In this respect, these cases are entirely different from Maher, in which the Court repeatedly noted that the refusal to subsidize nontherapeutie abortions would merely result in normal childbirth. Surely the government may properly presume that no harm will ensue from normal childbirth.

This rationale may satisfactorily explain the exclusions from the Medicaid program noted by the Court. Ante, at 325, n. 28. In all events, it is safe to assume that those exclusions would conserve the assets of the pool.

In the Zbaraz case, Judge Grady found that the average cost to the State of Illinois of an abortion was less than $150 as compared with the cost of a childbirth which exceeded $1,350. App. to Juris. Statement in No. 79-491, p. 14a, n. 8.

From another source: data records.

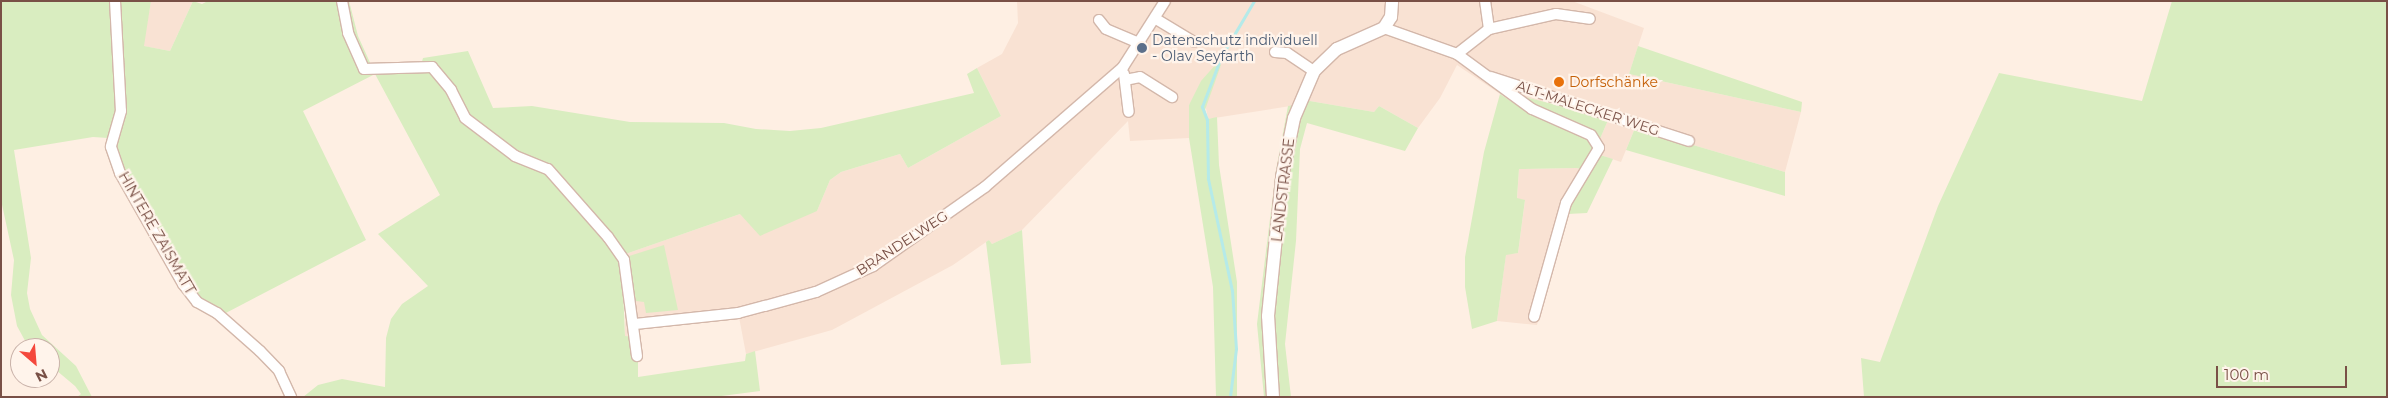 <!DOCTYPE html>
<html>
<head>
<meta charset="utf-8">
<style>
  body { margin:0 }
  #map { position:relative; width:2388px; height:398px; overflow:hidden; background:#feefe3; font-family:Montserrat,sans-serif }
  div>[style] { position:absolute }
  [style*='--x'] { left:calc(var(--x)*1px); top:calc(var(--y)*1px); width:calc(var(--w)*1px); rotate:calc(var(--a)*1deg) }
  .residential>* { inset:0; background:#f9e2d3 }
  .green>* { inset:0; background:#d9edc0 }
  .stream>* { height:2.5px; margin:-1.25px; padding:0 1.25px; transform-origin:1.25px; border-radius:1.25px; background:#b5eae9 }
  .roads { filter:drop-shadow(1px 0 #d3b7aa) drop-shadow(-1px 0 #d3b7aa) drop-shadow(0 1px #d3b7aa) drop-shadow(0 -1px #d3b7aa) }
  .minor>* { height:10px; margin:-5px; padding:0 5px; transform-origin:5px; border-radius:5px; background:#fff }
  .tertiary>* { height:12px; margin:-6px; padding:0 6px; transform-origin:6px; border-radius:6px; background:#fff }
  .dots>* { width:14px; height:14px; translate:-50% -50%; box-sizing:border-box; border:2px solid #fff4eb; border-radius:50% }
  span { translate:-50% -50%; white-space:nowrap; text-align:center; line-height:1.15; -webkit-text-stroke:4.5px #fff4eb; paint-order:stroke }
  .service-label { font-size:14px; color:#4e5e75 }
  .left { translate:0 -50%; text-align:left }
  .food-label { font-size:14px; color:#c56008 }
  .street-label { font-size:14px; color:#795046 }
  .frame { position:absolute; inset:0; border:2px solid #795046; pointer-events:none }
  .north { position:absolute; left:10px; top:338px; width:50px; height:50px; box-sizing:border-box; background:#fff4eb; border:1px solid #c9b2a9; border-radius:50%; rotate:153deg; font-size:14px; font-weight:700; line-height:20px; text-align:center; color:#795046 }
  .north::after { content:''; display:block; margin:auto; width:18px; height:22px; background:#f4483c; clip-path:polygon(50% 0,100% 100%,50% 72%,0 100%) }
  .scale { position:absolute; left:2216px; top:366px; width:131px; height:22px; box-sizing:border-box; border:2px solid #795046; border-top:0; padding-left:6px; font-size:15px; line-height:18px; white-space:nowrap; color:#795046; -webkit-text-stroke:4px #fff4eb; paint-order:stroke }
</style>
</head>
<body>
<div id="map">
  <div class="residential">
    <i style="clip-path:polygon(151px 1px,193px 1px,170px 51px,143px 46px)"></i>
    <i style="clip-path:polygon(1017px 1px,1572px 1px,1644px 28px,1629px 74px,1801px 112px,1785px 172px,1635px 128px,1621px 162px,1600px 155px,1599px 141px,1609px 118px,1521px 96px,1515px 104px,1457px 65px,1440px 98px,1418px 128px,1379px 106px,1374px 112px,1304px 100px,1303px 104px,1208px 119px,1205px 103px,1221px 65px,1189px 105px,1189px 138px,1130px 141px,1128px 121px,1022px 230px,992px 244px,989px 240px,953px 265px,832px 330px,746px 354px,739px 317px,640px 328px,638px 337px,625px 336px,625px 300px,617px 257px,740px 214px,817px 211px,830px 180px,841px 172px,900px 154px,908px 168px,1001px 116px,977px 68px,1002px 54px,1018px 23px)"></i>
    <i style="clip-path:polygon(1577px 168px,1591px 173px,1574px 195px,1537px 325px,1497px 321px,1506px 254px,1518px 253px,1525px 201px,1517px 199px,1519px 169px)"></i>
  </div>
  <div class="green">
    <i style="clip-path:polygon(1px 1px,151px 1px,144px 46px,170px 51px,193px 1px,202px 4px,208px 1px,349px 1px,358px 36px,372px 67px,421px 65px,423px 58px,468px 51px,493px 108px,532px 106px,630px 122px,724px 123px,756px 129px,790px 131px,821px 128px,974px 93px,967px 74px,977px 68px,1001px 116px,908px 168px,900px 154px,841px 172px,830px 180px,817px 211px,760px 236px,740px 214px,617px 257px,622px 267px,625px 336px,638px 337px,638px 377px,745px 361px,746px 354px,755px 351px,760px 391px,714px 397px,303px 397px,318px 385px,342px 379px,385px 387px,386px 338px,391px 319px,402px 304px,428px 286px,378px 234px,440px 195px,375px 74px,303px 111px,366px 240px,222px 315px,201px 307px,108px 146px,108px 138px,93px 137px,14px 150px,31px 258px,27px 293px,30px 309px,42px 335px,76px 366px,92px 397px,77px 397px,81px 394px,75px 386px,50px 365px,50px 348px,29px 348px,17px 326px,11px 295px,14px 260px,1px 200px)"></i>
    <i style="clip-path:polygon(2172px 1px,2387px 1px,2387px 397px,1864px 397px,1861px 358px,1880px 362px,1938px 206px,1999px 73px,2142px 101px)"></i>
    <i style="clip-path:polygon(1638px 46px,1802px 102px,1801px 112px,1629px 74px)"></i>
    <i style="clip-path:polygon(1217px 63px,1221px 65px,1205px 110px,1208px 119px,1217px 117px,1219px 165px,1237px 282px,1237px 397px,1216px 397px,1213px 287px,1189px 138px,1189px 105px,1201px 81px)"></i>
    <i style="clip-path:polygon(1500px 94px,1515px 104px,1521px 96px,1609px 118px,1599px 141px,1600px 155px,1613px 159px,1587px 213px,1568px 214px,1574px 195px,1590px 173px,1577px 168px,1519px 169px,1517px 198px,1525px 200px,1518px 253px,1506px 255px,1497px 321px,1472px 329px,1465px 287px,1465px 257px,1484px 152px)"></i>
    <i style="clip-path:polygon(1304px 100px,1374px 112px,1379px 106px,1418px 128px,1405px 151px,1307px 123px,1300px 149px,1296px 241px,1285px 344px,1291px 397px,1264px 397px,1257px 324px,1276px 170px,1288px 106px,1303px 104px)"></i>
    <i style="clip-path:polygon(1635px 128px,1785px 172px,1785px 196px,1626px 150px)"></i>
    <i style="clip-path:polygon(1022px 230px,1031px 363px,1001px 365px,986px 242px,989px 240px,992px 244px)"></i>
    <i style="clip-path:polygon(664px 245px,678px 310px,646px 313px,644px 302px,636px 301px,626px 257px)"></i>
  </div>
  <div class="stream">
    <i style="--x:1230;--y:397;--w:48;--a:-82.9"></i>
    <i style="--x:1236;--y:349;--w:58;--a:-93.9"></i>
    <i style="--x:1232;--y:291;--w:115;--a:-102.1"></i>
    <i style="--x:1208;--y:179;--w:59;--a:-91"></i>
    <i style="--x:1207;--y:120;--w:14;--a:-111"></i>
    <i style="--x:1202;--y:107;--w:53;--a:-69.2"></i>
    <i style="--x:1221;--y:57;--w:65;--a:-59.5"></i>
  </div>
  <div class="roads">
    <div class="minor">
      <i style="--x:115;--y:1;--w:110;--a:86.9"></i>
      <i style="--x:121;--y:111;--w:37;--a:106"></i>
      <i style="--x:111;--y:147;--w:28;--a:71"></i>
      <i style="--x:120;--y:173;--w:128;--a:60.4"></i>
      <i style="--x:183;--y:284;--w:23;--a:52"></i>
      <i style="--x:197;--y:302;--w:23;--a:29"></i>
      <i style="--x:217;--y:313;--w:57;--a:41.5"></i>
      <i style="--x:260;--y:351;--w:28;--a:46"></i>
      <i style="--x:279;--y:371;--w:29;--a:65"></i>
      <i style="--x:342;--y:1;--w:33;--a:79"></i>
      <i style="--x:348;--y:33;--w:39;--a:66"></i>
      <i style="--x:364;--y:69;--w:68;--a:-1.7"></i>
      <i style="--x:432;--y:67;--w:30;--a:50"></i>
      <i style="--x:451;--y:90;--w:31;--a:63"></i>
      <i style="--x:465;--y:118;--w:63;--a:37.2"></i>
      <i style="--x:515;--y:156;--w:35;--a:22"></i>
      <i style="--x:548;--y:169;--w:91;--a:48.6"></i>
      <i style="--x:608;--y:237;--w:28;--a:55"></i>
      <i style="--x:624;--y:260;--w:97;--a:82.3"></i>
      <i style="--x:1156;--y:19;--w:44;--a:31.2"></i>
      <i style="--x:1099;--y:20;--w:11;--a:52"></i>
      <i style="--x:1106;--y:29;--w:38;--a:23"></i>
      <i style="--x:1384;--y:28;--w:77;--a:19.6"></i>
      <i style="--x:1457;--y:54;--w:41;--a:-38"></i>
      <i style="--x:1489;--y:29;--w:28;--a:-98"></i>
      <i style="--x:1489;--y:29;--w:69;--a:-12.6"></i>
      <i style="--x:1556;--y:14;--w:34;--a:8"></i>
      <i style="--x:1275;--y:52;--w:12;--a:5"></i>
      <i style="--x:1287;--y:53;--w:32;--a:34"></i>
      <i style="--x:1457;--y:54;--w:93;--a:36.3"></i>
      <i style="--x:1532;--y:109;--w:64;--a:23.8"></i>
      <i style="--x:1591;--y:135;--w:15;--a:58"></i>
      <i style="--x:1599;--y:148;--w:64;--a:121"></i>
      <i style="--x:1566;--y:203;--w:118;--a:105.7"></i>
      <i style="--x:1124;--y:74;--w:38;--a:83"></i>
      <i style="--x:1491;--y:77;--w:208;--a:17.9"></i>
      <i style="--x:1125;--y:80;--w:15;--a:-11"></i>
      <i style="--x:1140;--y:77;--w:38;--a:32"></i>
      <i style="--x:635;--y:324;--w:104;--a:-6.1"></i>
      <i style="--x:738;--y:313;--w:28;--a:-15"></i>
      <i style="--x:765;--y:306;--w:53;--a:-15.4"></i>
      <i style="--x:816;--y:292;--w:63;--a:-24.5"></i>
      <i style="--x:873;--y:266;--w:137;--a:-35.2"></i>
      <i style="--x:985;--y:187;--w:183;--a:-41"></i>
      <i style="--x:1123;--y:67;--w:78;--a:-57.5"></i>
    </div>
    <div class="tertiary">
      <i style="--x:1273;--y:397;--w:81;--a:-93.5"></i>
      <i style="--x:1268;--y:316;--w:140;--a:-84.2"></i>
      <i style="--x:1282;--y:177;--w:60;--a:-78.5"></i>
      <i style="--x:1294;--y:118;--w:51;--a:-66.9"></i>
      <i style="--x:1314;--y:71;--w:32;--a:-44"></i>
      <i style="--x:1337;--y:49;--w:51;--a:-24.1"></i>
      <i style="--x:1384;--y:28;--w:13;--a:-58"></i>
      <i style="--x:1391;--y:17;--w:16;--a:-86"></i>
    </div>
  </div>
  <div class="dots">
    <i style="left:1142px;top:48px;background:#5c6f8a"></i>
    <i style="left:1559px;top:82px;background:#e8710a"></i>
  </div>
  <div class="service-label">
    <span class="left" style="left:1152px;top:48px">Datenschutz individuell<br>- Olav Seyfarth</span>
  </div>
  <div class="food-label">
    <span class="left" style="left:1569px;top:82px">Dorfschänke</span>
  </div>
  <div class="street-label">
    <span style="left:1588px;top:108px;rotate:18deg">ALT-MALECKER WEG</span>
    <span style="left:1283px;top:190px;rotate:-83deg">LANDSTRASSE</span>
    <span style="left:157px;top:233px;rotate:60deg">HINTERE ZAISMATT</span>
    <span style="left:902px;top:243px;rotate:-33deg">BRANDELWEG</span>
  </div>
  <div class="frame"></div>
  <div class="north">N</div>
  <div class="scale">100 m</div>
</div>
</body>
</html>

Indeed, based on an estimated cost of providing support to children of indigent parents together with their estimate of the number of medically necessary abortions that would be funded but for the Hyde Amendment, appellees in the Zbaraz case contend that in the State of Illinois alone the effect of the Hyde Amendment is to impose a cost of about $20,000,000 per year on the public fisc. Brief for Appellees in Nos. 79-4, 79-5, and 79-491, p. 60, n.

See also Judge Dooling’s conclusion:

“While the debate [on the Hyde Amendment] in both years was on a rider to the departmental appropriations bill, it was quickly established that the restriction on abortion funding was not an economy measure; it was recognized that if an abortion was not performed for a medicaid eligible woman, the medicaid and other costs of childbearing and nurture would greatly exceed the cost of abortion. Opponents of funding restriction were equally at pains, however, to make clear that they did not favor funding abortion as a means of reducing the Government’s social welfare costs.” 491 F. Supp., at 644.

My conclusion that the Hyde Amendments violate the Federal Government’s duty of impartiality applies equally to the Illinois statute at issue in Zbaraz.